We are considered to be the thought leaders in our industries, which is a good thing and we hear that from customers. One of the things we're doing now is transforming into as a service company. As I said before, we're increasing the recurring revenue. We have a large interest, so this is kind of the areas where it's good for both vendor and customer. Customer will get a feeling that they don't have to use a lot of cash to pay something upfront, that they think will work but might not. So they pay per usage instead. For the vendor long-term, if you don't lose customers and you provide a good job is more income than getting an initial license upfront. It requires low churn. As I said, we are at 0.4%. And revenue and profit growth will temporarily be smaller. And in that we are not through this yet.
So I mean, just before -- because we had a very good quarter 1 that will not proportionally go up for the rest of the year. We will see it leveling out, and we are still in a hefty investment phase, especially in North America on very large contracts that have not really begun to pay back yet. So we will see still large variations through quarters and don't expect the first quarter to be kind of extrapolated all of the year. Investments of future revenues are taken upfront, where payment comes later, and that is a situation we have here. Long term, the financial effects of this would be strongly positive. And we are the only vendor now that not only do this for radiology imaging, we do it for all imaging in our health care system.
We do for ophthalmology, orthopedic imaging, cardiology, we just had a cardial advisory Board of physicians here where we discuss what we do in that area and improving rapidly. Digital pathology is growing very well, especially in some countries, notably France, where we do very, very well in digital pathology. And Amplifier Services, which is our AI app store, and other areas as well. So all of this, you can get in 1 single contract, in 1 single system, which, of course, is very important for the customer. Enterprise diagnostic imaging, and we are now adding genomics to it, which means we are not only doing images, we do diagnostics for the areas where it's most important, the old people's diseases. In medical IT, the demographics of the western world is alarming. I think some countries are now even below 1 child per woman averaging, that means those countries will disappear.
And some of the main GDP growth countries from 20 years back or 10 years back are now having a big problem. People live longer and longer and get sicker and sicker, the workforce, working health care get fewer and fewer. And everyone cannot work in health care. We need to make health care more efficient or this will not work. And in order to make it more efficient society has to concentrate on the diseases of the aging person, neurodegenerative disease, cardiovascular disease, oncology cancer disease, Musculoskeletal disease, which is one of the most expensive diseases we have, but not much is discussed and vision. These are what drives cost in health care and those resource use. If we can make these 5 more efficient, we have done a huge service to society, and the results will be margin in that for us.
And as you see, we have medical imaging there, but we are transitioning into medical diagnostics with -- sorry, with that the Genomics IT do it as well.

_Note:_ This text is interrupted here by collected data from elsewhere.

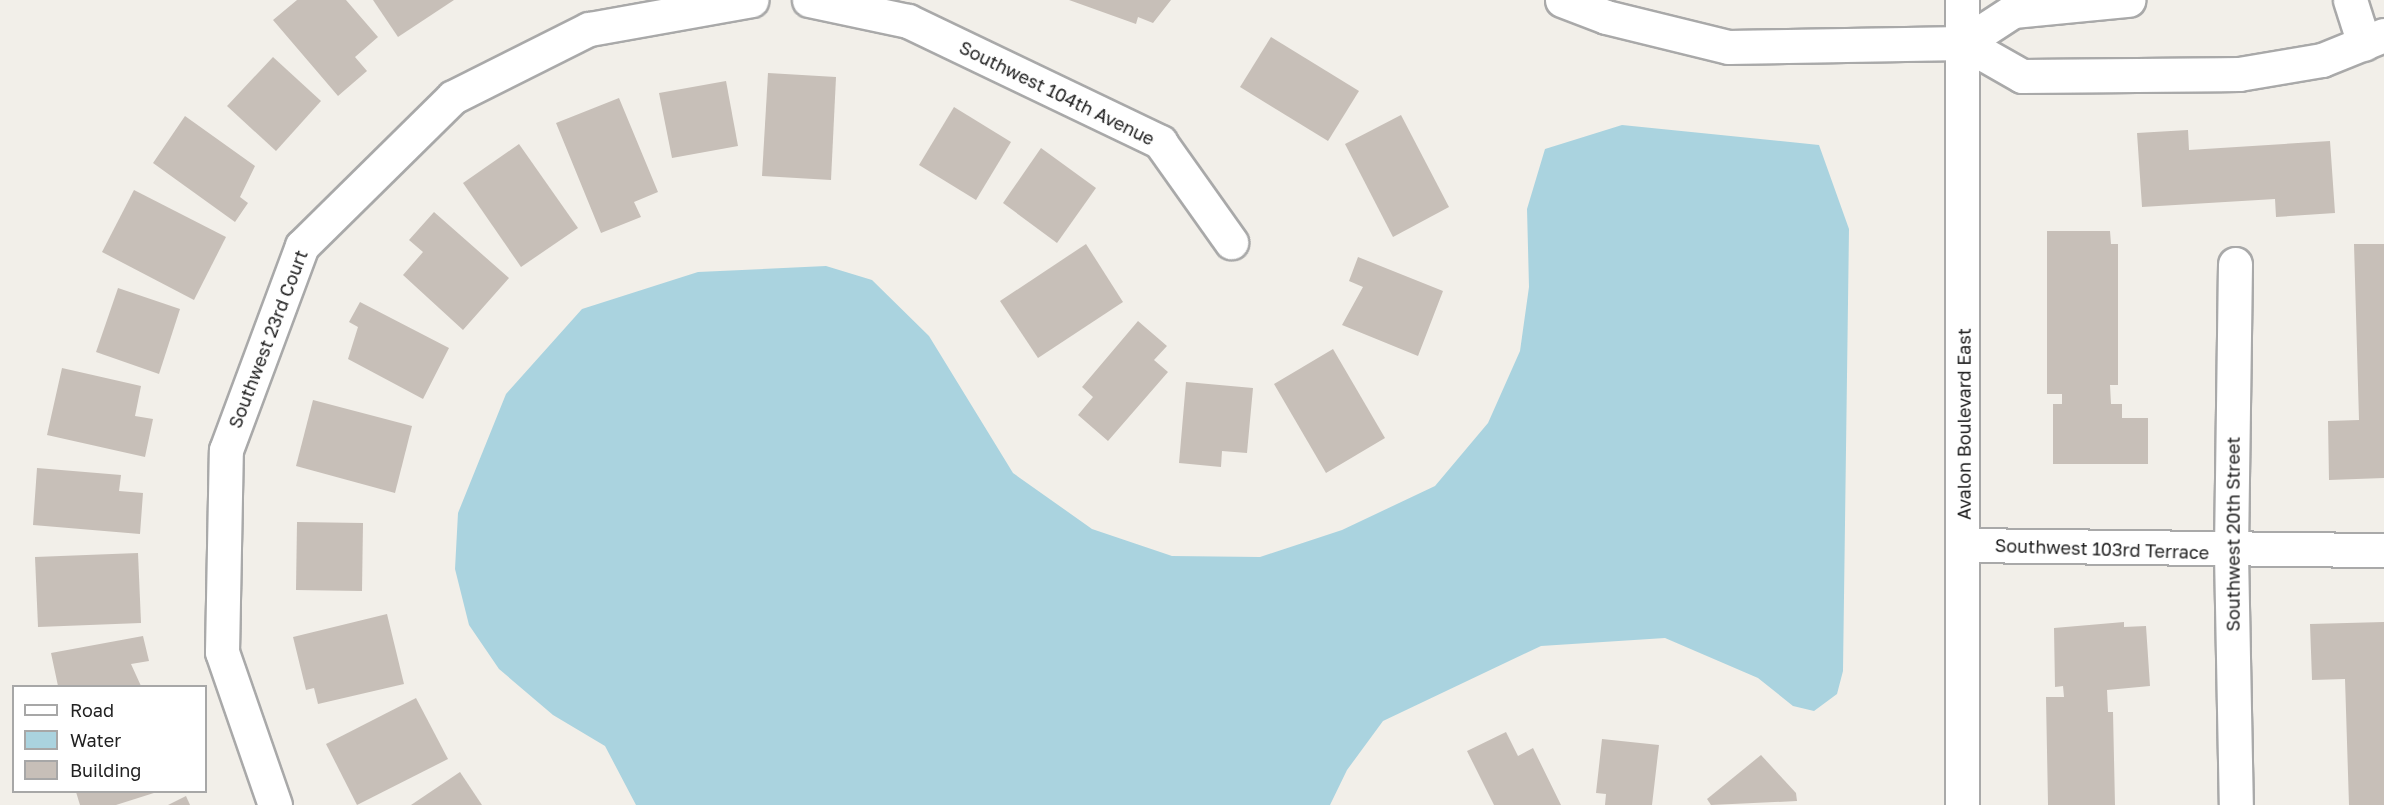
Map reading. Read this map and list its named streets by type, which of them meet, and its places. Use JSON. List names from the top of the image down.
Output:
{
  "streets": {
    "street": [
      "Southwest 104th Avenue",
      "Southwest 23rd Court",
      "Avalon Boulevard East",
      "Southwest 20th Street",
      "Southwest 103rd Terrace"
    ]
  },
  "crossings": [
    ["Avalon Boulevard East", "Southwest 103rd Terrace"],
    ["Southwest 20th Street", "Southwest 103rd Terrace"]
  ],
  "legend": ["Road", "Water", "Building"]
}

So vision for medical imaging area or medical area is collecting all imaging-related diagnostic data, one system to support better care for patients and lower cost and reduce complexity for the providers in the health care. We have had radiology, cardiology. So this is the asset, sorry for that. We have now radiology, pathology and genomics, which is cancer. We have cardiology, a very large area of disease and ophthalmology, 1 single system, which, of course, we are the only vendor on the planet to have this in 1 single system and customers are asking for it.
They don't want 2,000 IT systems. They want a few. We have the highest customer satisfaction. It increases customer efficiency. They don't have to have 5 staff in IT working with each 1 of the 2,000 systems they have. They can have 5 staff working with the 1 system they have. I'm not saying we can replace 2,000 systems. We can at least replace 5 with 1. So it decreases customers' cost and it decreases cybersecurity risks because every IT system you have in a health care environment is a cybersecurity attack risk. And if you can reduce them, you reduce the risk. Now no IT system is 100% secure. I'm not saying we are either, but we are better than most already from the beginning and we have fewer systems, which is also good for cybersecurity.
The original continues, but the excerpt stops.